Por Alejandra Riveros.- En los inicios del mundo de la publicidad, las marcas sólo se concentraban en aspectos funcionales y en la utilidad que debían entregar a las personas para responder ante las necesidades de los clientes. Hoy, las marcas se construyen con relatos que puedan incidir y dar sentido a la vida de los seres humanos. Es más, se exige ser socialmente responsables, por lo que se requiere de manera tajante que los diversos comportamientos en el campo de la comunicación comprendan un importante aspecto ético. Por ello, se ha consensuado a nivel global que las marcas deben ser referentes de bien para una sociedad, como símbolos cargados de valores y de ideologías que puedan dar sentido para las diferentes comunidades y personas.
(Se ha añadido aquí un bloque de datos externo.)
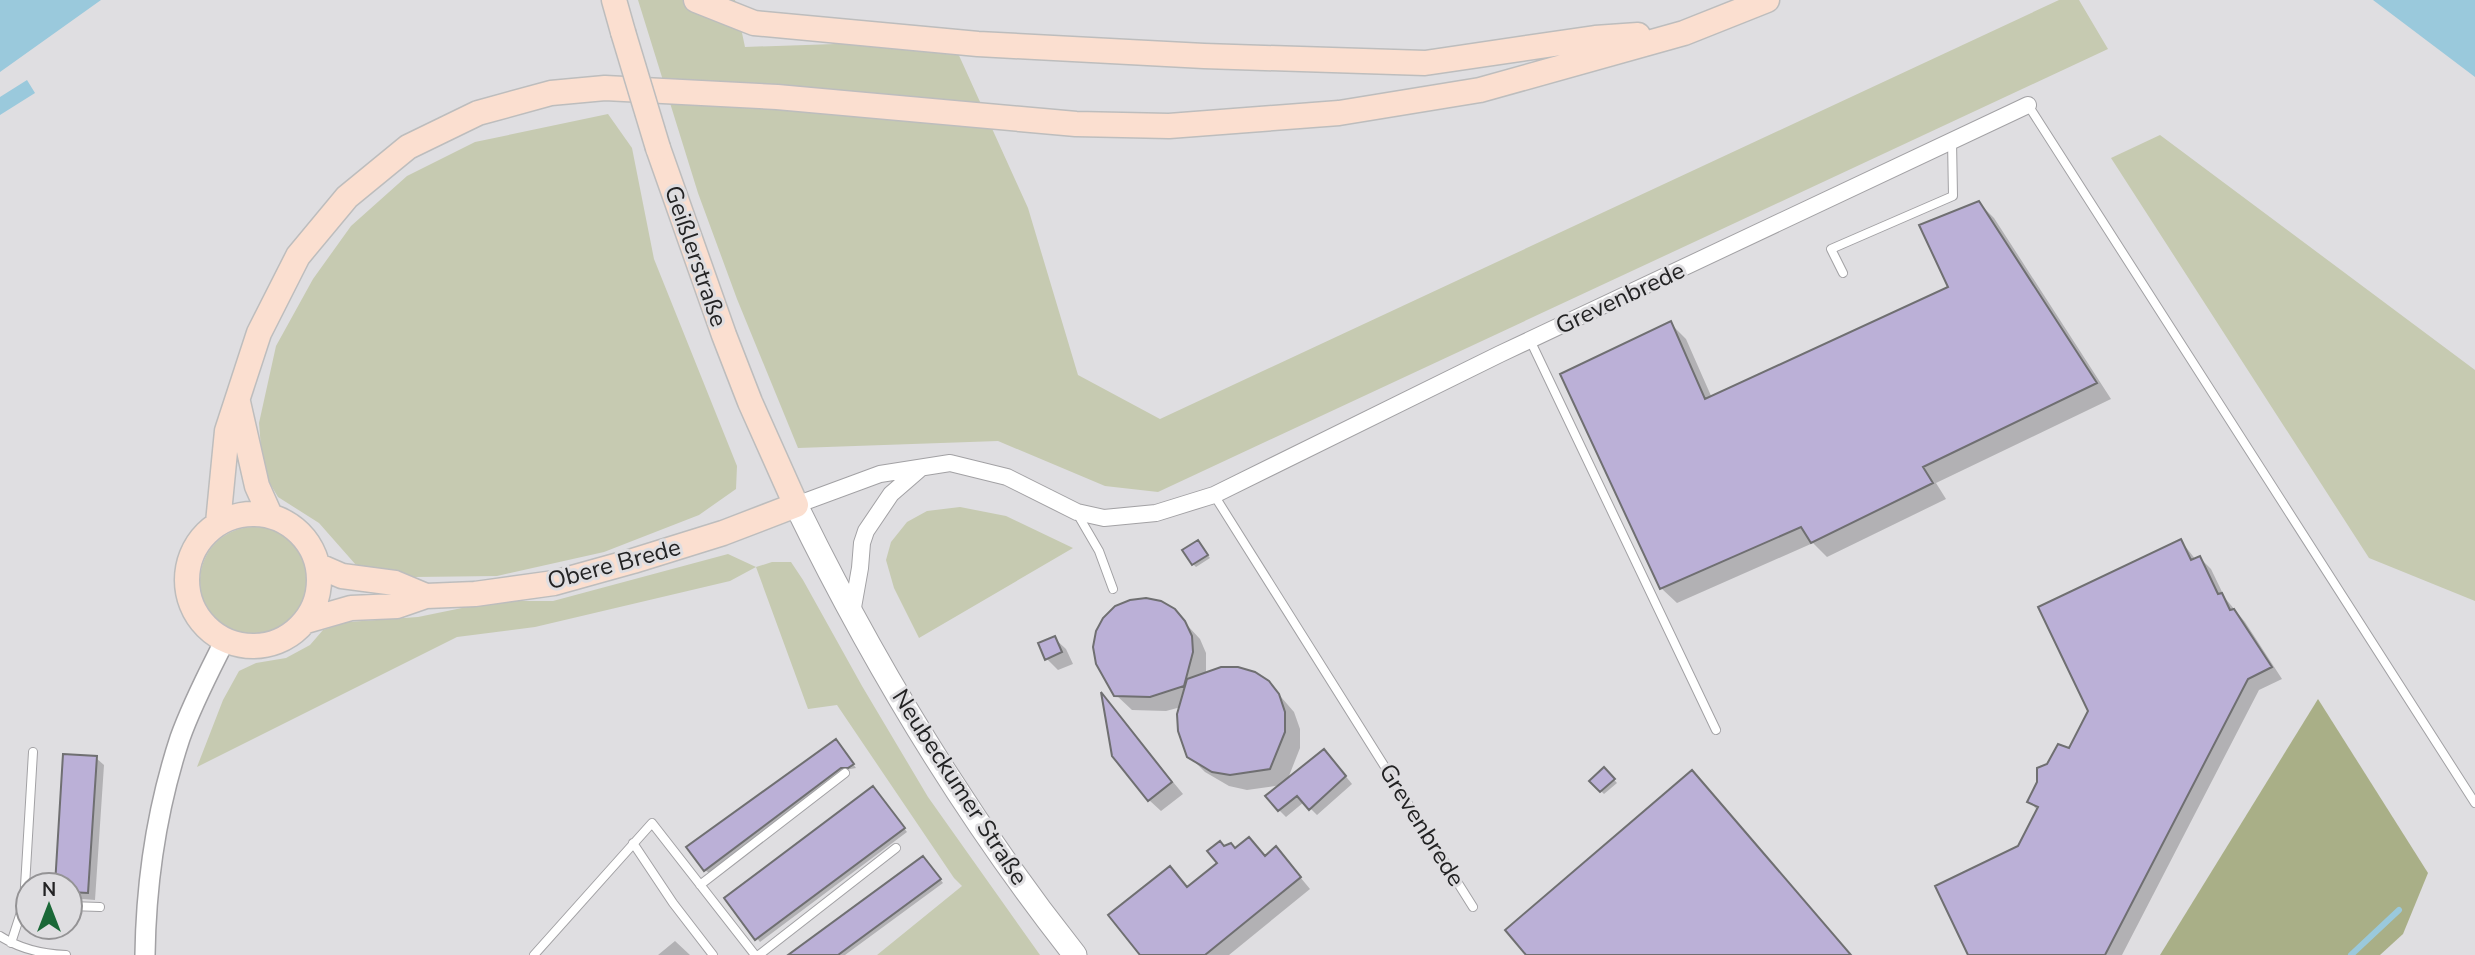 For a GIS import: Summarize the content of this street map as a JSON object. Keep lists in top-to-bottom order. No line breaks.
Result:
{"streets":{"main road":["Geißlerstraße","Obere Brede","Neubeckumer Straße"],"street":["Grevenbrede"]},"crossings":[["Geißlerstraße","Grevenbrede"],["Geißlerstraße","Obere Brede"],["Geißlerstraße","Neubeckumer Straße"],["Grevenbrede","Obere Brede"],["Grevenbrede","Neubeckumer Straße"],["Obere Brede","Neubeckumer Straße"]],"north":"top"}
Donald Trump, ex Presidente de los Estados Unidos, es una marca con una identidad que ha defendido desde el momento en que quiso llegar al mando de la nación. Emblema del mismo sentimiento norteamericano tradicional, ocupó todos los medios al alcance para comunicar su propuesta. Hombre de negocios, famoso, emblema del dinero y de la opulencia, mostró un poderío en el manejo de estas plataformas, vitales para una estrategia de comunicación en la actualidad. Criticado por muchos, pero también defendido por otros miles, fue creando una figura controvertida que está enfrentando una de las etapas más críticas, nunca visto para quien ostentara llegar a la Casa Blanca.

Todo lo anterior ha repercutido en la imagen de Trump, en lo que proyecta y en lo que encarna. Tal como las marcas defienden su posición en el mercado, para los políticos es imperativo que sean modelos de honorabilidad y de un comportamiento correcto. Una autoridad y, en este caso, un líder político, por sobre todo, debe cuidar lo que dice y lo que hace, ya que esa integridad es el principal componente para ser creíble ante sus seguidores.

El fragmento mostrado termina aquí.